* **Dataset extract**:

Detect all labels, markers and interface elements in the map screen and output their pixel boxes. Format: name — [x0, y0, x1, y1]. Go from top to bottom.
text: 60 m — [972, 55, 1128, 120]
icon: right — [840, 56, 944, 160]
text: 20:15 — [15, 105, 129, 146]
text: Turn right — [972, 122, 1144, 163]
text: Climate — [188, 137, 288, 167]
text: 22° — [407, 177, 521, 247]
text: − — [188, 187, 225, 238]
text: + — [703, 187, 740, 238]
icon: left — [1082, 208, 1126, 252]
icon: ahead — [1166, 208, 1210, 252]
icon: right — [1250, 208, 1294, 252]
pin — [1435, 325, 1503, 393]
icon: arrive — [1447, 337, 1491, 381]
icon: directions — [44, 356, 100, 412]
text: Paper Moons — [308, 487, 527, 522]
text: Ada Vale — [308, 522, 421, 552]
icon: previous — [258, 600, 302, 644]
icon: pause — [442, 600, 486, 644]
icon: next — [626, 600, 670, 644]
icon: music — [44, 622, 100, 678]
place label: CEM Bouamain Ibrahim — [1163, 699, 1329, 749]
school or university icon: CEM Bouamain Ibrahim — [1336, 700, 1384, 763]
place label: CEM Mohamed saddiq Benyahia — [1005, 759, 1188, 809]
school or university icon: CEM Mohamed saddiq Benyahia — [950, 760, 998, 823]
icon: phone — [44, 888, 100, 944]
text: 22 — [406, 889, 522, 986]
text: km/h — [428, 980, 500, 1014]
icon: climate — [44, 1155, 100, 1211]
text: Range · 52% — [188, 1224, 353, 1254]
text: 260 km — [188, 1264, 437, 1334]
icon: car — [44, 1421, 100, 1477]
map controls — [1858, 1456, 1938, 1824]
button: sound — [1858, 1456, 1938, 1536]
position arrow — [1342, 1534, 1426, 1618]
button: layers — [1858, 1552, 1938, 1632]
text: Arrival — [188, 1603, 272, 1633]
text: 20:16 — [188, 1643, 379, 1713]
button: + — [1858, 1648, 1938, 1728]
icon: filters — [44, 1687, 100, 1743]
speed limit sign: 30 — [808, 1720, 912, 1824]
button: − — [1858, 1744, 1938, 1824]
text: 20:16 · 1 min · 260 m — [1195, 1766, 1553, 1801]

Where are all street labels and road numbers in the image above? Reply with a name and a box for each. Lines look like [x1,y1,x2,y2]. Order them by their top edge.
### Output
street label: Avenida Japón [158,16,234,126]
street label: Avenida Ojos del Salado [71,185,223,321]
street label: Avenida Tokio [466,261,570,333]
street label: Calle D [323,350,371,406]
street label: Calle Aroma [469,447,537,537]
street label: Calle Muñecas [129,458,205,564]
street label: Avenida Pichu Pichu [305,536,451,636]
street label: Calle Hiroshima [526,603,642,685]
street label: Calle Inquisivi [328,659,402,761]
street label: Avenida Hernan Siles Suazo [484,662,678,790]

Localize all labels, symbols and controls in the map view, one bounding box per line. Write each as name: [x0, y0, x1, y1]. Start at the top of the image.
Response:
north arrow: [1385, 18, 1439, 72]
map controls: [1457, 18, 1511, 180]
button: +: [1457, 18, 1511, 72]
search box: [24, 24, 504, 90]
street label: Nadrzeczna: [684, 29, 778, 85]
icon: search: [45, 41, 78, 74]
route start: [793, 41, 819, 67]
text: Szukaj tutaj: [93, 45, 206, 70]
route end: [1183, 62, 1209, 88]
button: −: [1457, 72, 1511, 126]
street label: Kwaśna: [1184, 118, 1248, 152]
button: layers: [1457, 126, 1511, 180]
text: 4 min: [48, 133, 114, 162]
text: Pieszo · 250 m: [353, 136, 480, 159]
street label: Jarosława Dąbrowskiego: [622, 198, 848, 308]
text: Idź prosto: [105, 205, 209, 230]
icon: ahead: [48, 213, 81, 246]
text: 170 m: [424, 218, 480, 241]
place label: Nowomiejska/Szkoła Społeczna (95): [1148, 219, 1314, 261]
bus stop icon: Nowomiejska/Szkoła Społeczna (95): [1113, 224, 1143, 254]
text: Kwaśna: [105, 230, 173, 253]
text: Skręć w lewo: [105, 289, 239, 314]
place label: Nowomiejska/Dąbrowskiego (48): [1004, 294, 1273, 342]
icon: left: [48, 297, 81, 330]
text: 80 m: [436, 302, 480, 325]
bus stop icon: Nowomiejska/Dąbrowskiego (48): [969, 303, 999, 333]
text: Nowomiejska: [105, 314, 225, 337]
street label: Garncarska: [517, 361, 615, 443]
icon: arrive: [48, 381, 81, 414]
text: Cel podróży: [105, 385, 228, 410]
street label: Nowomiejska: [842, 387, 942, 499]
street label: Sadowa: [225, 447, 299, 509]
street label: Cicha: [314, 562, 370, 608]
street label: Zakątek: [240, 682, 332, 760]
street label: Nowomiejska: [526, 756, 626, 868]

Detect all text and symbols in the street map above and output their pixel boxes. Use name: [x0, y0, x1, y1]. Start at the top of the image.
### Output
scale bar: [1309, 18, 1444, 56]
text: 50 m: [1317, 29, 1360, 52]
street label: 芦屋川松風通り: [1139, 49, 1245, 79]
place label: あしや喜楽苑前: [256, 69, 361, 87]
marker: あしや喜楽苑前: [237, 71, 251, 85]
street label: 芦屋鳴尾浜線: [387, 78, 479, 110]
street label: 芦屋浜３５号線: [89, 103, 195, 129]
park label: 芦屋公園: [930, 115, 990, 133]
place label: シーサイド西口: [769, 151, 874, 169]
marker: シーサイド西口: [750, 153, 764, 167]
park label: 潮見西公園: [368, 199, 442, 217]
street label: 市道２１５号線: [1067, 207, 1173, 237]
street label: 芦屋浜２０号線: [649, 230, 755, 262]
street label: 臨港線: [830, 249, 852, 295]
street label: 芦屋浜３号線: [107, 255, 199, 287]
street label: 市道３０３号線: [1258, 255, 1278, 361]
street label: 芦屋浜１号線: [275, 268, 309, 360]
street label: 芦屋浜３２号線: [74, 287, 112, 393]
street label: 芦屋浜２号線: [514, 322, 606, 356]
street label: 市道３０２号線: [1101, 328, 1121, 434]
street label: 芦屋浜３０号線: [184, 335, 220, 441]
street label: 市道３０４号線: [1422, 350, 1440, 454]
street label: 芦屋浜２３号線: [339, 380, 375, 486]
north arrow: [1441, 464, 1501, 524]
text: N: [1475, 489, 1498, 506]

* **Task requirements**: Each record must be copied out exactly and in full.

* **The answer**:
Detect all labels, markers and interface elements in the map screen and output their pixel boxes. Format: name — [x0, y0, x1, y1]. Go from top to bottom.
text: 60 m — [972, 55, 1128, 120]
icon: right — [840, 56, 944, 160]
text: 20:15 — [15, 105, 129, 146]
text: Turn right — [972, 122, 1144, 163]
text: Climate — [188, 137, 288, 167]
text: 22° — [407, 177, 521, 247]
text: − — [188, 187, 225, 238]
text: + — [703, 187, 740, 238]
icon: left — [1082, 208, 1126, 252]
icon: ahead — [1166, 208, 1210, 252]
icon: right — [1250, 208, 1294, 252]
pin — [1435, 325, 1503, 393]
icon: arrive — [1447, 337, 1491, 381]
icon: directions — [44, 356, 100, 412]
text: Paper Moons — [308, 487, 527, 522]
text: Ada Vale — [308, 522, 421, 552]
icon: previous — [258, 600, 302, 644]
icon: pause — [442, 600, 486, 644]
icon: next — [626, 600, 670, 644]
icon: music — [44, 622, 100, 678]
place label: CEM Bouamain Ibrahim — [1163, 699, 1329, 749]
school or university icon: CEM Bouamain Ibrahim — [1336, 700, 1384, 763]
place label: CEM Mohamed saddiq Benyahia — [1005, 759, 1188, 809]
school or university icon: CEM Mohamed saddiq Benyahia — [950, 760, 998, 823]
icon: phone — [44, 888, 100, 944]
text: 22 — [406, 889, 522, 986]
text: km/h — [428, 980, 500, 1014]
icon: climate — [44, 1155, 100, 1211]
text: Range · 52% — [188, 1224, 353, 1254]
text: 260 km — [188, 1264, 437, 1334]
icon: car — [44, 1421, 100, 1477]
map controls — [1858, 1456, 1938, 1824]
button: sound — [1858, 1456, 1938, 1536]
position arrow — [1342, 1534, 1426, 1618]
button: layers — [1858, 1552, 1938, 1632]
text: Arrival — [188, 1603, 272, 1633]
text: 20:16 — [188, 1643, 379, 1713]
button: + — [1858, 1648, 1938, 1728]
icon: filters — [44, 1687, 100, 1743]
speed limit sign: 30 — [808, 1720, 912, 1824]
button: − — [1858, 1744, 1938, 1824]
text: 20:16 · 1 min · 260 m — [1195, 1766, 1553, 1801]

Where are all street labels and road numbers in the image above? Reply with a name and a box for each. Lines look like [x1,y1,x2,y2]. Order them by their top edge.
### Output
street label: Avenida Japón [158,16,234,126]
street label: Avenida Ojos del Salado [71,185,223,321]
street label: Avenida Tokio [466,261,570,333]
street label: Calle D [323,350,371,406]
street label: Calle Aroma [469,447,537,537]
street label: Calle Muñecas [129,458,205,564]
street label: Avenida Pichu Pichu [305,536,451,636]
street label: Calle Hiroshima [526,603,642,685]
street label: Calle Inquisivi [328,659,402,761]
street label: Avenida Hernan Siles Suazo [484,662,678,790]

Localize all labels, symbols and controls in the map view, one bounding box per line. Write each as name: [x0, y0, x1, y1]. Start at the top of the image.
Response:
north arrow: [1385, 18, 1439, 72]
map controls: [1457, 18, 1511, 180]
button: +: [1457, 18, 1511, 72]
search box: [24, 24, 504, 90]
street label: Nadrzeczna: [684, 29, 778, 85]
icon: search: [45, 41, 78, 74]
route start: [793, 41, 819, 67]
text: Szukaj tutaj: [93, 45, 206, 70]
route end: [1183, 62, 1209, 88]
button: −: [1457, 72, 1511, 126]
street label: Kwaśna: [1184, 118, 1248, 152]
button: layers: [1457, 126, 1511, 180]
text: 4 min: [48, 133, 114, 162]
text: Pieszo · 250 m: [353, 136, 480, 159]
street label: Jarosława Dąbrowskiego: [622, 198, 848, 308]
text: Idź prosto: [105, 205, 209, 230]
icon: ahead: [48, 213, 81, 246]
text: 170 m: [424, 218, 480, 241]
place label: Nowomiejska/Szkoła Społeczna (95): [1148, 219, 1314, 261]
bus stop icon: Nowomiejska/Szkoła Społeczna (95): [1113, 224, 1143, 254]
text: Kwaśna: [105, 230, 173, 253]
text: Skręć w lewo: [105, 289, 239, 314]
place label: Nowomiejska/Dąbrowskiego (48): [1004, 294, 1273, 342]
icon: left: [48, 297, 81, 330]
text: 80 m: [436, 302, 480, 325]
bus stop icon: Nowomiejska/Dąbrowskiego (48): [969, 303, 999, 333]
text: Nowomiejska: [105, 314, 225, 337]
street label: Garncarska: [517, 361, 615, 443]
icon: arrive: [48, 381, 81, 414]
text: Cel podróży: [105, 385, 228, 410]
street label: Nowomiejska: [842, 387, 942, 499]
street label: Sadowa: [225, 447, 299, 509]
street label: Cicha: [314, 562, 370, 608]
street label: Zakątek: [240, 682, 332, 760]
street label: Nowomiejska: [526, 756, 626, 868]

Detect all text and symbols in the street map above and output their pixel boxes. Use name: [x0, y0, x1, y1]. Start at the top of the image.
### Output
scale bar: [1309, 18, 1444, 56]
text: 50 m: [1317, 29, 1360, 52]
street label: 芦屋川松風通り: [1139, 49, 1245, 79]
place label: あしや喜楽苑前: [256, 69, 361, 87]
marker: あしや喜楽苑前: [237, 71, 251, 85]
street label: 芦屋鳴尾浜線: [387, 78, 479, 110]
street label: 芦屋浜３５号線: [89, 103, 195, 129]
park label: 芦屋公園: [930, 115, 990, 133]
place label: シーサイド西口: [769, 151, 874, 169]
marker: シーサイド西口: [750, 153, 764, 167]
park label: 潮見西公園: [368, 199, 442, 217]
street label: 市道２１５号線: [1067, 207, 1173, 237]
street label: 芦屋浜２０号線: [649, 230, 755, 262]
street label: 臨港線: [830, 249, 852, 295]
street label: 芦屋浜３号線: [107, 255, 199, 287]
street label: 市道３０３号線: [1258, 255, 1278, 361]
street label: 芦屋浜１号線: [275, 268, 309, 360]
street label: 芦屋浜３２号線: [74, 287, 112, 393]
street label: 芦屋浜２号線: [514, 322, 606, 356]
street label: 市道３０２号線: [1101, 328, 1121, 434]
street label: 芦屋浜３０号線: [184, 335, 220, 441]
street label: 市道３０４号線: [1422, 350, 1440, 454]
street label: 芦屋浜２３号線: [339, 380, 375, 486]
north arrow: [1441, 464, 1501, 524]
text: N: [1475, 489, 1498, 506]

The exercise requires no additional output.